Lead Image © bowie15, 123RF.com

Lead Image © bowie15, 123RF.com

Collecting application logfiles with Kubernetes

Attentive Co-Driver

Article from ADMIN 66/2021
By
Modern scale-out environments with containers make log collection difficult. We present concepts and methods for collecting application logfiles with a sidecar container in Kubernetes environments.

When a large, monolithic virtual machine (VM) with all services is replaced by a group of several cooperating containers, each running only one service, containerized applications scale the number of respective containers as required to improve availability and performance and allow for the individual components of an application to be changed separately (e.g., to complete an update).

Web applications are the classic example of a modern scale-out architecture. A number of containers handle the database back end, and still others host a classic network filesystem for static content. A scaling group runs the application's web front end. Redundant containers with a message bus or a key value store provide communication for all the components involved. The front-end application developers can dynamically change and update their part of the application without disturbing the functionality of the back end or other components.

However, a scale-out architecture also comes with a whole series of challenges – and not just for application developers. Administrators of a scaling environment also need to stay on top of things: both metrics and logs. In monolithic scenarios, the administrator can simply integrate a log collector client into the application VM and provide it with static configurations. However, this scenario no longer works for dynamically scaling environments, where logs come from a great many containers with ever-changing names and addresses.

Most commercial Kubernetes implementations take care of metrics out of the box because the management layer needs information such as the CPU load and memory usage of individual pods and containers (e.g., to trigger scale-up or scale-down tasks). However, logs are a different story because users have to take care of collecting the application logs themselves.

Old Friends Reach Their Limits

Operating system templates for containers need to stay as small as possible and only include the bare essentials, with no extensive Init system such as systemd and no log services such as journald or syslog. The goal is to start only one service with the container. Of course, you do not want a container to collect log information on the temporary local filesystem. Many start scripts therefore simply call the desired service in "foreground mode," such as

exec httpd -DFOREGROUND

in an Apache container.

In this way, all the log output ends up on the console by way of the well-known stdout and stderr data streams. From there, container managers such as Docker or Podman can retrieve and process the output. These services provide log drivers for this purpose that forward the stderr and stdout outputs of a container to a collector.

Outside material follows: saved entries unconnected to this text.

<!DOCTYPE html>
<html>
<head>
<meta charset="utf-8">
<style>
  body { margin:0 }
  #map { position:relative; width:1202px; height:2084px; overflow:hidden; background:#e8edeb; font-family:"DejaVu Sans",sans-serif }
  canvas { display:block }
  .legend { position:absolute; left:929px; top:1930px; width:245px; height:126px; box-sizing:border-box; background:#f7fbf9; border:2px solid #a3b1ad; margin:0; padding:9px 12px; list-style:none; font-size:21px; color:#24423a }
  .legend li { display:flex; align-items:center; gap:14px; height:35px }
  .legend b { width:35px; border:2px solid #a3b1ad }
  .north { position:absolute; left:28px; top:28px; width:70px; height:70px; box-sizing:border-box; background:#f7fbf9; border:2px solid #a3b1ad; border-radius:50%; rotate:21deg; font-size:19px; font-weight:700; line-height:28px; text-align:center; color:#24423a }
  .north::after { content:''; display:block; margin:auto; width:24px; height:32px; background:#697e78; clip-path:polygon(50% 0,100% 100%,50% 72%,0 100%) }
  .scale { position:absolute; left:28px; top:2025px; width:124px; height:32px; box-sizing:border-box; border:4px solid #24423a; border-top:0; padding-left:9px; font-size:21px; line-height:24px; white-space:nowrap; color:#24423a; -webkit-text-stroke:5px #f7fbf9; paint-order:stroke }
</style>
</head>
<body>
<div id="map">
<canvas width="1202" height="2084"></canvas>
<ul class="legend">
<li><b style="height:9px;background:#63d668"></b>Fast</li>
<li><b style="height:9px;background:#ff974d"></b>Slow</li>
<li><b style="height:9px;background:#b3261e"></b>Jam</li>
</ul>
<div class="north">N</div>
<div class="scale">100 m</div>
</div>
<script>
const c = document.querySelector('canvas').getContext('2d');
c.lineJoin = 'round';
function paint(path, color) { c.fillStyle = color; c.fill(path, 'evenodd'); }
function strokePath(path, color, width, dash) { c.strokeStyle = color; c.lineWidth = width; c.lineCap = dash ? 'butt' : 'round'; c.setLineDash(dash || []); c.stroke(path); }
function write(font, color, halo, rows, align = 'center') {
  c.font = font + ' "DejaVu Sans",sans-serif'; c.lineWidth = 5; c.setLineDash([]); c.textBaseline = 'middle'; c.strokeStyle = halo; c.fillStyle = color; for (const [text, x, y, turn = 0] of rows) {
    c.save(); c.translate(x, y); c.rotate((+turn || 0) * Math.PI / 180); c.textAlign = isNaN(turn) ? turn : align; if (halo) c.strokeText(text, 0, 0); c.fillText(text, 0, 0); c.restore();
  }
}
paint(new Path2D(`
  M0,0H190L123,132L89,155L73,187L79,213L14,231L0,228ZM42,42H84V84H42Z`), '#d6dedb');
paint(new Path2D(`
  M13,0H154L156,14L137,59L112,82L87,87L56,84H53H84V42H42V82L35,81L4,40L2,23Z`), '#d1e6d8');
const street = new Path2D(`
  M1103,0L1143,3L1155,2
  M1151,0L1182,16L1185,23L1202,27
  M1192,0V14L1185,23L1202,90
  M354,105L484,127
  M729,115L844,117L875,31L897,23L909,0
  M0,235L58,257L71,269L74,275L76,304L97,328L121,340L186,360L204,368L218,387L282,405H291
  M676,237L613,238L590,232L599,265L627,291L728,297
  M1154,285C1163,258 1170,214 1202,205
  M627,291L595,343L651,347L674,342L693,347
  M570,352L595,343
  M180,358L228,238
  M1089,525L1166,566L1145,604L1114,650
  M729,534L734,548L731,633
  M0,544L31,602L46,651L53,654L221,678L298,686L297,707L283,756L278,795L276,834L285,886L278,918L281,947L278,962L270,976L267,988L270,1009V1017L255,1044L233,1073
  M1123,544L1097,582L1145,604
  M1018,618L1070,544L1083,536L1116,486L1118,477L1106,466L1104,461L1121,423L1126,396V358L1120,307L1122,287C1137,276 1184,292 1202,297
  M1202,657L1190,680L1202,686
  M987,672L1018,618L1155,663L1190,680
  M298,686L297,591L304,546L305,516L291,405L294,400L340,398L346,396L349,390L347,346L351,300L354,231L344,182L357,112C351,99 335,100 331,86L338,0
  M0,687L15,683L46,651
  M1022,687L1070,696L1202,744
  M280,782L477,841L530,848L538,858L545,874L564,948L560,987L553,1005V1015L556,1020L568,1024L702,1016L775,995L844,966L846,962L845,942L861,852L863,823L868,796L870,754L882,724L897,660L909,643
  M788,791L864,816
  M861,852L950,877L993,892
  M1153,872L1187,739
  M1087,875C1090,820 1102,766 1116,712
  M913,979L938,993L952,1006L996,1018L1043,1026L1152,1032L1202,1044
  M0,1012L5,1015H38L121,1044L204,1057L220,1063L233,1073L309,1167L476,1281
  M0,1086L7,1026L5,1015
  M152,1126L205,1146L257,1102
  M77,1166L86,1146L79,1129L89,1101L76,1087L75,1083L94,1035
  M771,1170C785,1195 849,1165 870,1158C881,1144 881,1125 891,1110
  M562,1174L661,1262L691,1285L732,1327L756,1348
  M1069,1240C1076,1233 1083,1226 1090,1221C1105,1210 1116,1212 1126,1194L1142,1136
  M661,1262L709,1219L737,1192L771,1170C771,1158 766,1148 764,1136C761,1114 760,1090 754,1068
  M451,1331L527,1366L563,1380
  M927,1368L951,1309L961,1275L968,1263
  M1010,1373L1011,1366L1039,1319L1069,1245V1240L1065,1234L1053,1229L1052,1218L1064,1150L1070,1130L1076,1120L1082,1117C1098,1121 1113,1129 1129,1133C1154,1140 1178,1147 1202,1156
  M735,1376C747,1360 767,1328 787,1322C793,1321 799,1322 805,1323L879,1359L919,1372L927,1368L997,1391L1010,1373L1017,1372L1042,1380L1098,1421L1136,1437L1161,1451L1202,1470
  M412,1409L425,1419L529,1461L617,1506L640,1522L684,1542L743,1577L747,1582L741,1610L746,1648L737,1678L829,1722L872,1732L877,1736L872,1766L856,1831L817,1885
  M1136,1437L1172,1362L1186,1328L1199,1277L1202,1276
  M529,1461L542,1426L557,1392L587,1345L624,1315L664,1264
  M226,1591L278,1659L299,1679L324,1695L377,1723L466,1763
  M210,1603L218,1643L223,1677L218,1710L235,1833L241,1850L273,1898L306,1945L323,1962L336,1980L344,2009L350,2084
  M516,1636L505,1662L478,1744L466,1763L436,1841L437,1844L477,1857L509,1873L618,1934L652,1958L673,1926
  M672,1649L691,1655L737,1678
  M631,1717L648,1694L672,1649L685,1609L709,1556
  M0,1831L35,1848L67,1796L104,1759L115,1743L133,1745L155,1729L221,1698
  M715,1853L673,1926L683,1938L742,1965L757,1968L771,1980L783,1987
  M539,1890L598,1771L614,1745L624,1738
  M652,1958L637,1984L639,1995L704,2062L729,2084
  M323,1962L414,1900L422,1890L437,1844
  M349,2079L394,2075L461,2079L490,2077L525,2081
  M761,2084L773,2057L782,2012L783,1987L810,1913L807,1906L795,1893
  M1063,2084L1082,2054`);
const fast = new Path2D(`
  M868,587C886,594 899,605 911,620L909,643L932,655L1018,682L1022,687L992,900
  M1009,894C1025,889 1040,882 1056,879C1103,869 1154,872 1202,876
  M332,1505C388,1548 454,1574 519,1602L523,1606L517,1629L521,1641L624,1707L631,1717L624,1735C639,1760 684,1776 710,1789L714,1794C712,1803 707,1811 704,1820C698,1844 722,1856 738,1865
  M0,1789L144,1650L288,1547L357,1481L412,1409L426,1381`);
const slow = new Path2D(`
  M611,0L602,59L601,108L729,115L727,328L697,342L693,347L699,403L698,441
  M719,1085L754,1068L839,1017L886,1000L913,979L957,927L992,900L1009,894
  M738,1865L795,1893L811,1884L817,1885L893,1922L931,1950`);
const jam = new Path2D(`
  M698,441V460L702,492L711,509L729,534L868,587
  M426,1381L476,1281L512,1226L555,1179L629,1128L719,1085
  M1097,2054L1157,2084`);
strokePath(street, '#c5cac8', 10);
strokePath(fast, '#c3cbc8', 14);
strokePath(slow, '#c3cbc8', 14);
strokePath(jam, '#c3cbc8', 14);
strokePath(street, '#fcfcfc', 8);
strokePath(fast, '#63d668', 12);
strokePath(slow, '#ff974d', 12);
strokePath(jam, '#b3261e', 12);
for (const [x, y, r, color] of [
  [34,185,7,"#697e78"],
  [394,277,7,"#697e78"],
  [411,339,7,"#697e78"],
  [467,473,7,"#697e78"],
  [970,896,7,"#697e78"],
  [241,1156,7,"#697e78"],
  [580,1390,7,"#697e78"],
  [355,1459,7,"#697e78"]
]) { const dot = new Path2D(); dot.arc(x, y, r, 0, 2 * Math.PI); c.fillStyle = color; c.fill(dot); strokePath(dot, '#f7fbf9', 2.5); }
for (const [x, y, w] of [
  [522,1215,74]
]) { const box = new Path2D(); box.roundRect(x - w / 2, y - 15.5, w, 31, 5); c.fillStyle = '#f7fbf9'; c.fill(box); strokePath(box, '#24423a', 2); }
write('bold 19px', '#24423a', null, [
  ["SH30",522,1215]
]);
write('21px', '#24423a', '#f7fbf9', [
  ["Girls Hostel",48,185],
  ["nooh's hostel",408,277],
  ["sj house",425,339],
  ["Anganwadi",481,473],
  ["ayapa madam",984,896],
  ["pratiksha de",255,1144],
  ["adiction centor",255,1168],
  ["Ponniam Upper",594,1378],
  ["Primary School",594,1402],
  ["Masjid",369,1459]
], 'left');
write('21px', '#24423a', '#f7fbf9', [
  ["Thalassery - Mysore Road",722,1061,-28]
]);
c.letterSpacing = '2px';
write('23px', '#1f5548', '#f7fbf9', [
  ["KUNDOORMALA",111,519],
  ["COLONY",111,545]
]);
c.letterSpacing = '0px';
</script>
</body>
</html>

In the simplest form, Docker, Podman, and Kubernetes write the container logs in their own file formats, so you can retrieve them with:

docker|podman|kubectl logs <containerid>

The list of available drivers includes syslog, journald, and fluentd, all three of which forward the log output of running containers to the respective server running on the container host itself. Syslog and journald are fine for single installations and developer and test environments. However, if you need a better overview, you can hardly get around qualified and grouped logs and will therefore want to look into fluentd [1].

However, a simple fluentd scenario assumes that the service itself is running on the container host (or in a container on the host) and that the container only outputs a log over stdout, which in turn limits scaling. In a larger Kubernetes environment, IT managers will want to collect logs per associated application rather than per host. Further complicating matters, various applications do not easily dump their log information to stdout/stderr.

In some scenarios, the service in the container generates multiple logs in different formats, which would make evaluation by stdout far more difficult. For example, if a PHP application runs on an Nginx web server in a container, up to four log outputs are generated: the access and error logs of the Nginx server, the log of the PHP interpreter, and the log of the PHP application.

Sidecar for the Log Collector

As an alternative to log collection by stdout with collection by the host, you can provide application containers with a sidecar specifically for logging. This concept is referred to as a "sidecar container," which runs the log collection for a single container or a whole group of containers and runs as an additional container within a pod (Figure 1). As the application grows and more pods start, each application service is given its own sidecar.

Figure 1: Complex Kubernetes applications comprise dozens of pods. Within these pods, sidecar containers can collect the log information.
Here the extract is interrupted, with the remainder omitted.